Outra coisa surpreendente sobre generosidade e bondade é que um crescente corpo de evidências sugere que tal comportamento é positivo para as nossas funções biológicas – ajuda a reduzir a inflamação e as moléculas responsáveis pelo aumento da inflamação.

4. Há uma disposição inata para o bem-estar e para o comportamento pro-social. Os organismos se orientam em direção a estímulos e situações que promovam o bem-estar. Nós preferimos as coisas que promovem o bem-estar e buscamos contextos em que o bem-estar possa florescer. Nós, muitas vezes, gastamos recursos para melhorar o bem-estar.

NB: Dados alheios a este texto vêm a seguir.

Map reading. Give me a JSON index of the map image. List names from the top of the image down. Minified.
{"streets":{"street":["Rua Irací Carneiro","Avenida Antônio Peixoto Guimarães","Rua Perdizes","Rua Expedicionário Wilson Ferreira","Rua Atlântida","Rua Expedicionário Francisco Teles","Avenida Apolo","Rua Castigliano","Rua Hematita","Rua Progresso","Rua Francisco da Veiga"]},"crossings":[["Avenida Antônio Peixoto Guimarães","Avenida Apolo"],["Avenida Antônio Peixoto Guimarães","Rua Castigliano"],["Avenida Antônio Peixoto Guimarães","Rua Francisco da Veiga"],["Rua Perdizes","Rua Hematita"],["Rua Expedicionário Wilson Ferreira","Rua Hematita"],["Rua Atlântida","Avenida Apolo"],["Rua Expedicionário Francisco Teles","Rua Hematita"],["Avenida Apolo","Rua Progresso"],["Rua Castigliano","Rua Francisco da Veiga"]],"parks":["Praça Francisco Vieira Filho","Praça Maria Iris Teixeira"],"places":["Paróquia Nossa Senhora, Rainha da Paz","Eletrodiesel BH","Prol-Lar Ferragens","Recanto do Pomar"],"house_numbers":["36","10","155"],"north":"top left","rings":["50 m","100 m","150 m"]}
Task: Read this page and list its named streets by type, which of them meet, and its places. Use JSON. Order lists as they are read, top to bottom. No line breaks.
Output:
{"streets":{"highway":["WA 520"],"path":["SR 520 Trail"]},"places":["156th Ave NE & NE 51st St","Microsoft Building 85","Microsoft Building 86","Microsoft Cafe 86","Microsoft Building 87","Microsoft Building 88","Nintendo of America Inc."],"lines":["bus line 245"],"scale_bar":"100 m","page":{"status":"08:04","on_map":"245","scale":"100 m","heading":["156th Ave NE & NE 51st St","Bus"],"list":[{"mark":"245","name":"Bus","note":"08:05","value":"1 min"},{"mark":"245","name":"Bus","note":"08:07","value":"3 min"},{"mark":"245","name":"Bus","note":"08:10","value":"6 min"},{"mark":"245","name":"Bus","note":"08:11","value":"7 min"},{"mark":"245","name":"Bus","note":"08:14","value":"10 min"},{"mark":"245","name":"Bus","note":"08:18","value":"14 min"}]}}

Nós não buscamos nos tornar mais tristes ou com mais com raiva ou mais aversão. Isto é bastante universal e parece estar presente em todos os seres vivos. Além disso, pesquisas recentes indicam que os bebês humanos nos primeiros seis meses de vida mostram uma preferência por situações pró-sociais e cooperativas, em comparação com as agressivas e antagônicas. Se isso de fato continuar a ser replicado em uma ampla gama de culturas, nos convidaria à visão de que viemos ao mundo com uma preferência inata para o bem e que nós obscurecemos esta propensão inata ao longo do desenvolvimento, conforme nos tornamos socializados dentro de nossa cultura moderna. Quando nos envolvemos em práticas para desenvolver a compaixão, não estamos realmente aprendendo uma nova habilidade, mas sim desaprendendo aquilo que está interferindo na nossa capacidade de nos conectarmos com uma essência fundamental da bondade inata.

Na medida em que essas ideias se tornam mais amplamente conhecidas e apreciadas, é minha aspiração fervorosa que a nossa cultura preste mais atenção ao bem-estar, que inclui estratégias para promover o bem-estar nos nossos currículos educacionais e na área da saúde, e que inclua o bem-estar dentro de nossas definições de saúde. Essas mudanças ajudariam a promover uma maior harmonia e maior bem-estar do planeta.

Richard J. Davidson, PhD, é Professor de Psicologia e Psiquiatria, fundador e presidente do Centro de Investigação de Mentes Saudáveis no Waisman Center, da Universidade de Wisconsin-Madison.